I'm having a behavior I don't exactly know how to modify. I'm testing the s3 Kafka sync connector and I have very little data in my topics.
At the moment I can see that there is data in the topic by using the Kafka manager but my connector reads the data and never moves the off-set and also never pushes it to Kafka. In other topics this works but in this specific topic it does not. I think has something to do with the timeouts but I cannot find the correct configuration property to set so that the flush is a bit faster.
This are my configs:
curl -X PUT -s -o /dev/null -H ""Content-Type:application/json""
http://localhost:$$CONNECT_REST_PORT/connectors/s3_connector_doc_cmg/config
\
-d '{
""connector.class"": ""io.confluent.connect.s3.S3SinkConnector"",
""storage.class"": ""io.confluent.connect.s3.storage.S3Storage"",
""s3.region"": ""us-east-1"",
""s3.bucket.name"": ""confluent-pipeline"",
""topics.dir"": ""topics"",
""topics"": ""com.acp.bde.doc_cmg"",
""flush.size"": ""25"",
""rotate.interval.ms"": ""5000"",
""auto.register.schemas"": ""false"",
""tasks.max"": ""1"",
""s3.part.size"": ""5242880"",
""timezone"": ""UTC"",
""parquet.codec"": ""snappy"",
""offset.flush.interval.ms"": ""5000"",
""offset.flush.timeout.ms"": ""1000"",
""s3.credentials.provider.class"": ""com.amazonaws.auth.DefaultAWSCredentialsProviderChain"",
""format.class"": ""io.confluent.connect.s3.format.avro.AvroFormat"",
""value.converter"": ""com.insight.connect.protobuf.ProtobufConverter"",
""key.converter"": ""org.apache.kafka.connect.storage.StringConverter"",
""partitioner.class"": ""io.confluent.connect.storage.partitioner.DailyPartitioner"",
""locale"": ""de-CH"",
""timezone"": ""Europe/Zurich"",
""store.url"": ""http://minio-server-svc:9000/""
}'"
And this is what I see in the log:
[2020-10-23 10:35:47,594] INFO Opening record writer for: topics/com.acp.bde.doc_cmg/year=2020/month=10/day=23/com.acp.bde.doc_cmg+1+0000000000.avro (io.confluent.connect.s3.format.avro.AvroRecordWriterProvider)

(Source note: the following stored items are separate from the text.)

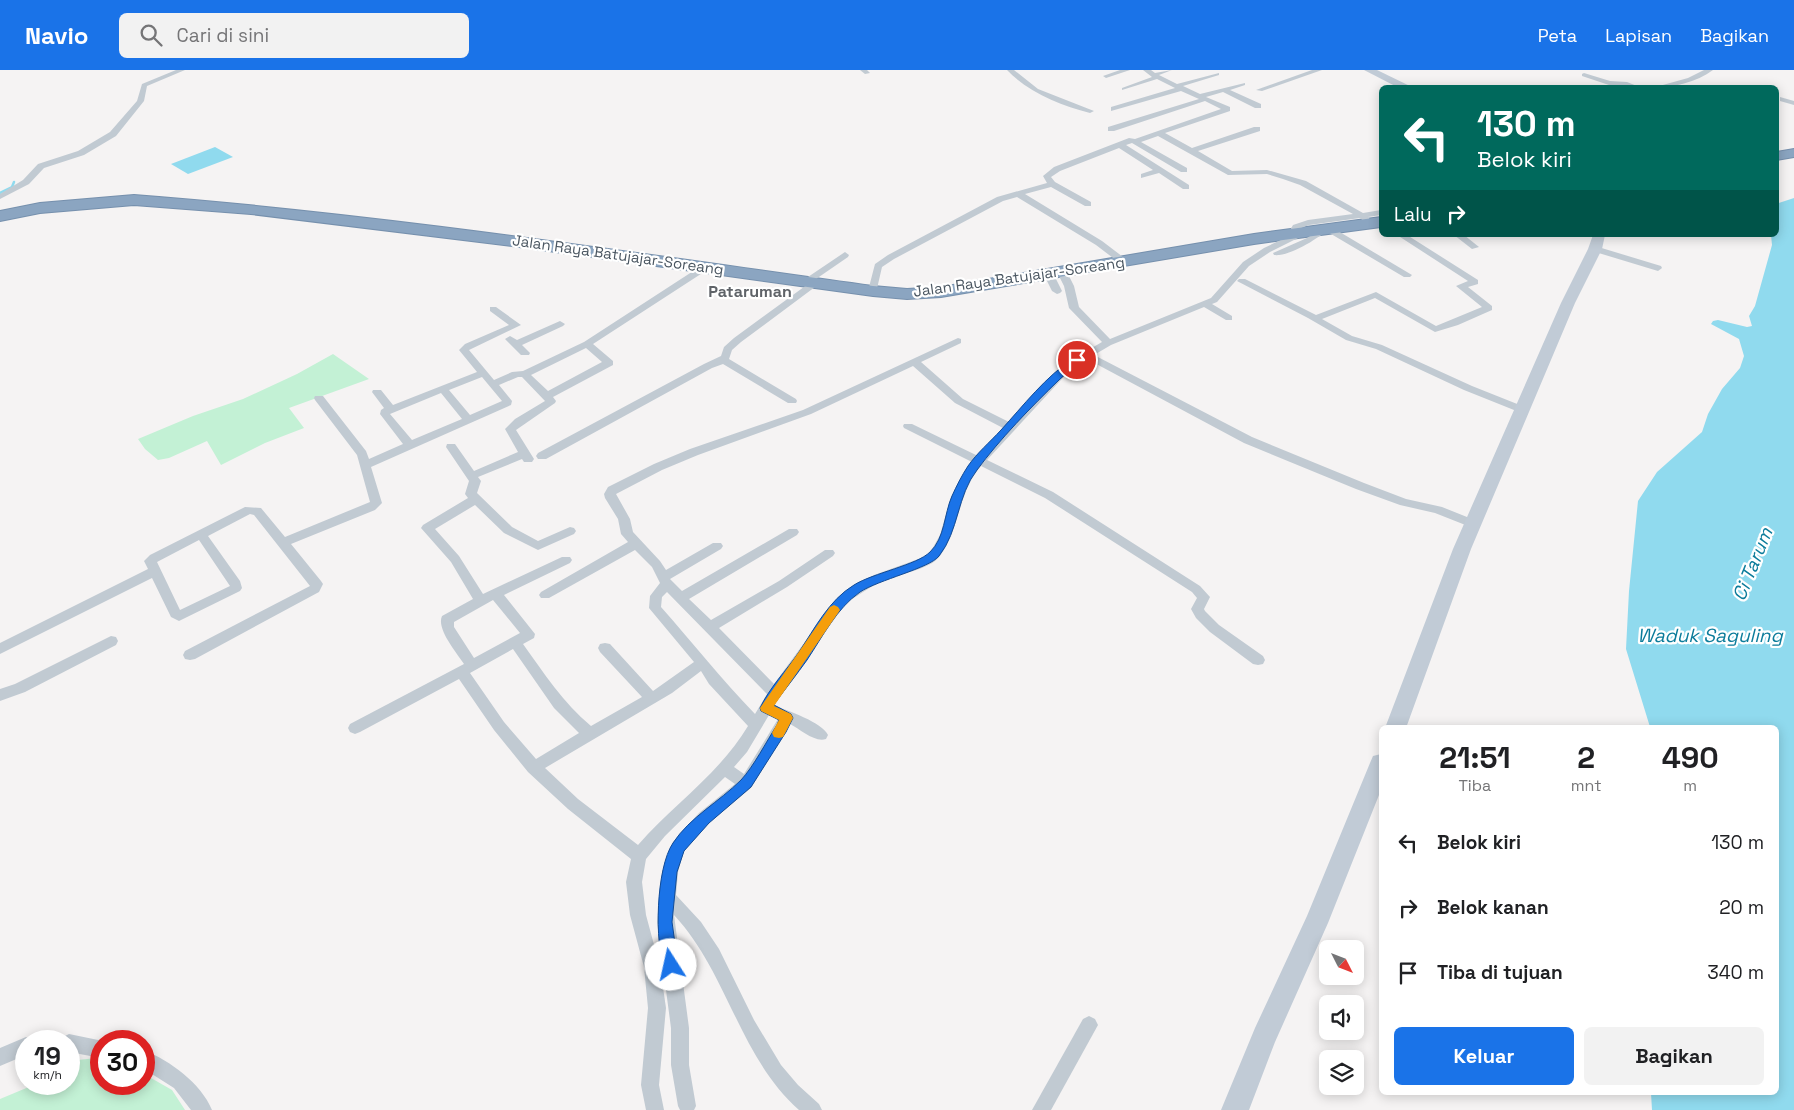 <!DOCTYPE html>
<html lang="id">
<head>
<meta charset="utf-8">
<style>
	:root { --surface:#fff; --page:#f2f2f2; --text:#202124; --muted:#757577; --accent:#1a73e8 }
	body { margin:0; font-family:"Space Grotesk",sans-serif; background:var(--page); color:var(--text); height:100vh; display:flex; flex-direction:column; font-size:19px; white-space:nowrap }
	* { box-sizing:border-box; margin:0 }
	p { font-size:16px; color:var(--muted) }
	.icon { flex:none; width:28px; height:28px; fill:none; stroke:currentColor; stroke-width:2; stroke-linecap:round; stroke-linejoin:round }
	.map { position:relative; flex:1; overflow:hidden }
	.details { position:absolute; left:1379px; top:655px; width:400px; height:370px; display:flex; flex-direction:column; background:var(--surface); border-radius:8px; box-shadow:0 2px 12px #0003 }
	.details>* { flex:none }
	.hud { position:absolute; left:1379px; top:15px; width:400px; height:152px; border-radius:8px; box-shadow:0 2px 12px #0003; background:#00695c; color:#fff; overflow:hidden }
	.needle { width:32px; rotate:132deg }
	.tools { position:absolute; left:1319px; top:870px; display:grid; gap:10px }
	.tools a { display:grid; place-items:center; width:45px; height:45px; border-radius:8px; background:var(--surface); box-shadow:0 2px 12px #0003; font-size:25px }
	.speed { position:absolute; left:15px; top:960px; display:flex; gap:10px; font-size:25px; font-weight:700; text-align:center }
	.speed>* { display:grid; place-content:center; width:65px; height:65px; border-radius:50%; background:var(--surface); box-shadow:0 2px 12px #0003; line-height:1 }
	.speed small { font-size:12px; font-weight:400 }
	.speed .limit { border:8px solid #d22; background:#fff; color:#111 }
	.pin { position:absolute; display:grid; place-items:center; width:42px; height:42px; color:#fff; margin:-21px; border:2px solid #fff; border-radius:50%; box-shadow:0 1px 5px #0007 }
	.me { position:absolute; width:55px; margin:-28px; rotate:350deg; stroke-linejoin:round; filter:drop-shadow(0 0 4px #0008) }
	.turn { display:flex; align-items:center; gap:18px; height:105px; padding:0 15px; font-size:22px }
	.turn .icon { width:65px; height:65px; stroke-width:2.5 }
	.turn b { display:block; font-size:35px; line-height:42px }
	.then { display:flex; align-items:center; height:48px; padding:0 15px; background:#0003; gap:10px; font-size:19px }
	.eta { display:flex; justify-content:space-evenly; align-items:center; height:85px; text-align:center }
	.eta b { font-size:30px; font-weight:600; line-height:35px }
	.cta { display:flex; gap:10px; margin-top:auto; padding:10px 15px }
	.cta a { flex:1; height:58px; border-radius:8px; background:var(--accent); color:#fff; font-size:20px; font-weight:600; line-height:58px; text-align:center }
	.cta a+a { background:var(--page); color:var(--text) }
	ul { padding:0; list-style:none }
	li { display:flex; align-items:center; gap:15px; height:65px; padding:0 15px }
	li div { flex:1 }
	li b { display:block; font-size:19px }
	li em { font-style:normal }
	header { display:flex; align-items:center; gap:30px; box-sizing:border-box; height:70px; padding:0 25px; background:var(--accent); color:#fff }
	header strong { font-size:24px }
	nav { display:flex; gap:28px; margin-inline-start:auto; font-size:18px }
	.search { width:350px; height:45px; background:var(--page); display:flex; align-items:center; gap:12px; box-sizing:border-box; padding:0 18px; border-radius:8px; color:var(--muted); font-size:19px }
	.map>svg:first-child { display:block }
	.green { fill:#c3f1d5 }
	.water { fill:#90daee }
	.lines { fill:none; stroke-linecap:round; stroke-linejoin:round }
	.stream { stroke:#90daee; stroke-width:2.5 }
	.highway-casing { stroke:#7690ad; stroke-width:2 }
	.street { fill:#c1cad2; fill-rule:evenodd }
	.secondary { fill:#c1cbd6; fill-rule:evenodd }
	.highway { fill:#8ba5c1; fill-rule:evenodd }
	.route { fill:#1a73e8; stroke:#114b97 }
	.slow { fill:#f59e0b }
	.labels { text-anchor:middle; stroke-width:4.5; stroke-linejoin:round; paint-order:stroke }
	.far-street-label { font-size:15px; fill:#4a5661; stroke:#fff }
	.far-quarter-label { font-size:16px; font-weight:bold; fill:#5f6368; stroke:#fff }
	.water-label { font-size:19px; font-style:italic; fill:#0c7c9b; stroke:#fff }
</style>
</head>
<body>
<header>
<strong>Navio</strong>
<div class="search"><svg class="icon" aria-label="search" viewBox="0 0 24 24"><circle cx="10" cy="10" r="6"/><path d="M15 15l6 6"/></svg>Cari di sini</div>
<nav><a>Peta</a><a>Lapisan</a><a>Bagikan</a></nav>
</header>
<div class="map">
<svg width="1794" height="1040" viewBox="0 0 1794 1040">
	<rect width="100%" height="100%" fill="#f5f3f3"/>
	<!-- green -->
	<g class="green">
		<polygon points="333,284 369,309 289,338 304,358 265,373 221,395 207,371 169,388 158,390 145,379 138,369 193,346 243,329 297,304"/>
		<polygon points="96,988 101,990 101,1014 144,1014 144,1004 172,1020 185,1040 0,1040 0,1029 36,1014 69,1014 69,991"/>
	</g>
	<!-- water -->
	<g class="water">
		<polygon points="215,77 233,87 188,104 171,94"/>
		<polygon points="1794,128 1794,1040 1652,1040 1651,1023 1776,1022 1776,658 1650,657 1626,579 1629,521 1638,431 1657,402 1702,362 1708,344 1722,319 1740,298 1744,286 1739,269 1711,254 1713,251 1718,250 1747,257 1752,256 1749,246 1755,236 1772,175 1771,165 1776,165 1776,134"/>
	</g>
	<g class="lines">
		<!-- stream -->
		<polyline class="stream" points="0,123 12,117 14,112"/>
		<!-- highway casing -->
		<g class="highway-casing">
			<g id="highway">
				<polygon points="1794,79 1794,87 1776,90 1776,82"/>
				<path d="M134,125C381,144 627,182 873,216L907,219L941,217L1254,164L1381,147V157L1254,174L941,227L907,229L873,226L512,176L251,144L134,135L40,143L0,151V141L40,133Z"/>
			</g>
		</g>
		<!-- street -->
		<g class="street">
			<polygon points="176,0 185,0 147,16 144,31 116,66 84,85 44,98 29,114 0,129 0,124 23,110 38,94 78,81 110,62 137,31 142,14"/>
			<polygon points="860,0 867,0 870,3 865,4"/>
			<path d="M1007,0H1014L1038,19L1094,41L1090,43C1060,35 1029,23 1007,0Z"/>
			<polygon points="1120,0 1130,0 1106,8 1103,6"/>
			<path d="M1143,0H1151L1155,3L1172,0L1159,5L1177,14L1219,3V5L1183,16L1200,24L1245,13V15L1230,20L1261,34V38H1255L1223,22L1206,27L1230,37V41L1165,63L1192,78L1254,57H1260V61L1198,81L1232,101L1267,100L1306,111L1363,143L1381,140V145L1368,147L1374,154L1370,157L1360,148L1309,155L1299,159L1298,161H1304V165L1270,182L1249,196L1217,232L1212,234L1232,246V250H1226L1204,237L1111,275L1094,285L1252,367L1364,413L1406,429L1442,437L1477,451L1479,454L1473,458L1435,443L1400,435L1356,419L1244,373L1087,289L1072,298L987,390L1053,422L1200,516L1210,527L1204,539L1205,541L1219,555L1263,586L1265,590L1263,594L1258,595L1253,594L1210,562L1196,548L1191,539L1197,528L1192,522L1045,428L981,396C958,422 960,459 940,486C930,500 897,504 881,512C868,518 857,526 845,534L774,635C788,641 822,652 828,665L826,669C815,673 800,659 790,654L751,718L709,753L684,781L678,802L676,825L701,852L719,879L754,950L781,995L798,1015L819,1034L822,1040H799C739,987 728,903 674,845L689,958V995L696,1036L694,1040H680L678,1036L671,995V958L657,852L662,802L673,772L699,743L735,714L725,707L665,766L646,789L642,812L646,845L660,897L666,938L659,1015L664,1040H646L641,1015L648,938L644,897L630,845L626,812L631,789L568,739L528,702L494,660L459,609L360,662L355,664L350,662L348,658L350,654L464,594C457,583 436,559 442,546L473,529L451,492L421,458L423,455L468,428L465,424L469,411L446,377L447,374H455L474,401L518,382L505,359L515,349L545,331L522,307H518L499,315L512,331L511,335L371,397L382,433L375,440L291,474L321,511L323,514L319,522L195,589L190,590L185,589L183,585L185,581L310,516L254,445L250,444L208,466L240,511L242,518L240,521L179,551L171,547L152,508L0,584V573L148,499L144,491L150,485L245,437L261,438L285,467L370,432L357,385L315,330L314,328L315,326H323L366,381L369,389L403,374L380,344L381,340L384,338L372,322L373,320H381L393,335L477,302L459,280L465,274L509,255L490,241V237H496L521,255L469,280L494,310L512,302L523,301L584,272L701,196H707V200L593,274L613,291V295L553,327L556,331L555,333L516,360L534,389L532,392H524L522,389L478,407L481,411L477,423L512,457L538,471L570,457L574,458L576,461L574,464L538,480L504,463L475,435L435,459L459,486L483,524L562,487H570L572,490L570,493L504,525L535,564L534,568L523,574C544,603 563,633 591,656L642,627L600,582L598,578L600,574L605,573L610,574L653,621L694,592L649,538L650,526L660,513L652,497L635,480L549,528H541L539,525L541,522L628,472L621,464L618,449L605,428L604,424L608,417L654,394L690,379L803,340L958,268L961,269V273L921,292L963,329L1009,352L1064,294L1102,272L1069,238L1064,216L1057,202L1059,200H1065L1067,202L1074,216L1079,237L1110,269L1211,228L1243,192L1264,178L1289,166L1288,164L1293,155L1308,150L1353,144L1300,115L1283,109L1267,104L1228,105L1158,66L1141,72L1187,98V102H1181L1132,73L1126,75L1189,115V119H1183L1159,103L1141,108V104L1153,100L1119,78L1060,101L1051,107L1055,112L1091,132V136H1085L1051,117L1025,124L1102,171L1127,190V194H1121L1096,175L1017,127L1003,131L894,189L882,197L876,223H870L868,221L875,194L888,185L997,127L1047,113L1043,106L1054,97L1129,68L1135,69L1221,39L1205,31L1114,61H1108V57L1199,29L1181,21L1111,41V37L1175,18L1157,9L1122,20V18L1152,7ZM586,278L602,292L548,321L531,305ZM913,296L955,333L1003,358L978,386L912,354H904L903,356L904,358L972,392L951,427L940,465L931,481L924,487L874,505L853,516L837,528L774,614L719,558L787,517L833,486L835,483L833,480H825L779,511L711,550L689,529L797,465L799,462L797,459H789L682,521L670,509L721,479L723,476L721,473H713L666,500L660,491L633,462L630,449L616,424L662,400L698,385L811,344ZM482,307L502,331L470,345L449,320ZM441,323L462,349L412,370L390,344ZM199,470L230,516L180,540L157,492ZM667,522L767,624L755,644C722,610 693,573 661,537L662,527ZM493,530L520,563L474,588L454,557V552ZM513,579L554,638L579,663L536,689L504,652L470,603ZM701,601L709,614L748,656C720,703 674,734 638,775L578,729L545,698L672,623ZM769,645L778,649L744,704L734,697L747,682Z"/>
			<polygon points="1312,0 1322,0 1262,21 1256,20"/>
			<path d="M1704,0H1713C1697,12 1672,18 1652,18L1688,8Z"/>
			<polygon points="1584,3 1610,11 1627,12 1642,18 1609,15 1582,6 1582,4"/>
			<polygon points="1780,27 1794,31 1794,35 1780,31"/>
			<path d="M1323,157L1333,158L1412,205L1410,207H1404L1326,161C1316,170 1288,187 1274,185L1273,183L1307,168Z"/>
			<polygon points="1397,165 1407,165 1478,210 1478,214 1468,217 1492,236 1492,240 1458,255 1435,262 1375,228 1322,249 1352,266 1382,275 1472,316 1527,338 1528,340 1527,342 1519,342 1464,320 1376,279 1346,270 1308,248 1237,211 1239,209 1245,209 1316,245 1376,222 1436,256 1482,237 1456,216 1468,211"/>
			<polygon points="1454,165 1464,165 1479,177 1472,179"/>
			<polygon points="1595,176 1661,196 1662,198 1658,201 1592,181 1592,177"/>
			<polygon points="845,182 849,185 848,187 816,209 821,212 819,214 741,272 732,280 729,289 796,329 797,331 796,333 788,333 723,294 712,298 546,389 538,389 536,386 538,383 704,294 721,286 724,277 734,268 808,214 803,211 805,209"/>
			<polygon points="1049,202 1054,205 1062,221 1060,223 1057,224 1052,221 1044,205"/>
			<polygon points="560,251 565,254 563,256 522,275 530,283 529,285 521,285 505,269 510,266 517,270"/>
			<polygon points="111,566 116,567 118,571 116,575 25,622 0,631 0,619 15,614"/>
			<polygon points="1089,946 1095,949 1098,955 1051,1040 1032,1040 1083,949"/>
			<polygon points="53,962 58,962 65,966 69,964 103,971 101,971 101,988 69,982 69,971 44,971 47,965"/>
			<polygon points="26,967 33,971 26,971 26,985 0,996 0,978"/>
			<path d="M144,980C170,991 201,1013 212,1040H191L174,1018L144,999Z"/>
		</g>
		<!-- secondary -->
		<g class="secondary">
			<polygon points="1364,0 1377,0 1414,18 1399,18"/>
			<polygon points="1593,165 1605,165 1602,179 1575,233 1471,479 1406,658 1385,658 1453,479 1561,233 1588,179"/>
			<polygon points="1381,684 1381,720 1328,853 1275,972 1249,1040 1221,1040 1255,958 1307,846 1370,693 1373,686"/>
		</g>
		<!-- highway -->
		<use href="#highway" class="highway"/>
	</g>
	<!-- route -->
	<path class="route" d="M1074,288H1077L1082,290C1075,297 1066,303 1059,310C1032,336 999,370 977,400C957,425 959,461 939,486C930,498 878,510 860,522C836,539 823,566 807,590C797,604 786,618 775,633L774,635L791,644L793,648L786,662L751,717L709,753L684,781L677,802L672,852L678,895L676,900L671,903L665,900C654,873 656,798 673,773C690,747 719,732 741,710C754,696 766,672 777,655L779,650L761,641L760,638C770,617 786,601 799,582C815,558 829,530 854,515C873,503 917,495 930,482C945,468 944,444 952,426C956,417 962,405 968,396C977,383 990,372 1001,360C1023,336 1046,306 1074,288Z"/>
	<!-- slow -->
	<polygon class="slow" points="834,535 838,537 840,540 838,543 774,636 791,644 793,648 783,667 779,668 774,667 772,663 779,650 761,641 760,638 830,537"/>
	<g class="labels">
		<!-- far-street labels -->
		<g class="far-street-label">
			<text transform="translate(618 185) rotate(8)" y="5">Jalan Raya Batujajar-Soreang</text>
			<text transform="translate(1019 207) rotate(-8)" y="5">Jalan Raya Batujajar-Soreang</text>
		</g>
		<!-- far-quarter labels -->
		<g class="far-quarter-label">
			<text x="750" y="227">Pataruman</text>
		</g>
		<!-- water labels -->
		<g class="water-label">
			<text transform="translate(1752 494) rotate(-68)" y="7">Ci Tarum</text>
			<text x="1710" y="572">Waduk Saguling</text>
		</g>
	</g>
</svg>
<div class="tools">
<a><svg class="needle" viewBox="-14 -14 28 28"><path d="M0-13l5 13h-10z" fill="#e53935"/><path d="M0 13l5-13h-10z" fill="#757577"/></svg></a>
<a><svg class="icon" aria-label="sound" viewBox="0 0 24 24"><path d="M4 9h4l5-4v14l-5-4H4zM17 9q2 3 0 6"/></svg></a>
<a><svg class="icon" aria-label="layers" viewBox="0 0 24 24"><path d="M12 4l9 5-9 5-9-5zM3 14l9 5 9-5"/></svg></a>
</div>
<div class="speed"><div>19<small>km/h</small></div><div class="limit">30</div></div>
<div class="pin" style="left:1077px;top:290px;background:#d93025"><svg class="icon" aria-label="arrive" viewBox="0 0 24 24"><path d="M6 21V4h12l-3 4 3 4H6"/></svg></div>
<svg class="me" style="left:671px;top:895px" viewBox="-20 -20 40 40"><circle r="19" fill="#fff"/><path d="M0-13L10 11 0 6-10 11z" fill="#1a73e8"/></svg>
<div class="hud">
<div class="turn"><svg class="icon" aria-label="left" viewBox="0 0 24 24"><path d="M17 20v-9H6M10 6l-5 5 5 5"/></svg><div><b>130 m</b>Belok kiri</div></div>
<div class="then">Lalu<svg class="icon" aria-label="right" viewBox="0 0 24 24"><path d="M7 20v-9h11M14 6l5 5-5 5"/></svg></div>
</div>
<section class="details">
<div class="eta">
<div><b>21:51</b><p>Tiba</p></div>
<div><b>2</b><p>mnt</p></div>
<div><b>490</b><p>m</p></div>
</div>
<ul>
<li><svg class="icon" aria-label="left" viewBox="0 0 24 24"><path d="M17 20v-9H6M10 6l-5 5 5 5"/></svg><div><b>Belok kiri</b></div><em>130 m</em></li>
<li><svg class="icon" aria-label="right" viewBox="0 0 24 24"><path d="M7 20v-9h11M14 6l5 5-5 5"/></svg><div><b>Belok kanan</b></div><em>20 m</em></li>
<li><svg class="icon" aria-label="arrive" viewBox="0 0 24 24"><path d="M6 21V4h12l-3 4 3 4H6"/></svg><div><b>Tiba di tujuan</b></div><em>340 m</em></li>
</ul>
<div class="cta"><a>Keluar</a><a>Bagikan</a></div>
</section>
</div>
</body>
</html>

[2020-10-23 10:35:48,017] INFO Opening record writer for: topics/com.acp.bde.doc_cmg/year=2020/month=10/day=23/com.acp.bde.doc_cmg+3+0000000000.avro (io.confluent.connect.s3.format.avro.AvroRecordWriterProvider)
[2020-10-23 10:35:48,075] INFO Opening record writer for: topics/com.acp.bde.doc_cmg/year=2020/month=10/day=23/com.acp.bde.doc_cmg+2+0000000000.avro (io.confluent.connect.s3.format.avro.AvroRecordWriterProvider)
[2020-10-23 11:35:37,989] INFO [Worker clientId=connect-1, groupId=kafka-connect-01] Session key updated (org.apache.kafka.connect.runtime.distributed.DistributedHerder)
So they are open for almost 1h already and nothing really happens, I'm wondering if my configuration is totally bad or there is some property and configuration that I would need so this pushing of data is a bit faster.
UPDATE: I still don't have this properly fixed but it seems actually it's a lack of memory issue.
The program just gets stuck in this line this.buffer = ByteBuffer.allocate(this.partSize);
The part that bothers me is that it does not complain at all just stays there stuck. Should it not crash with a out of memory problem? Or should the memory not get freed a bit faster? Pretty much it can stay in that call for over 3 or 4 h without any feedback.
I still think probably something is off in my configuration but I have no idea what or where I should be looking at.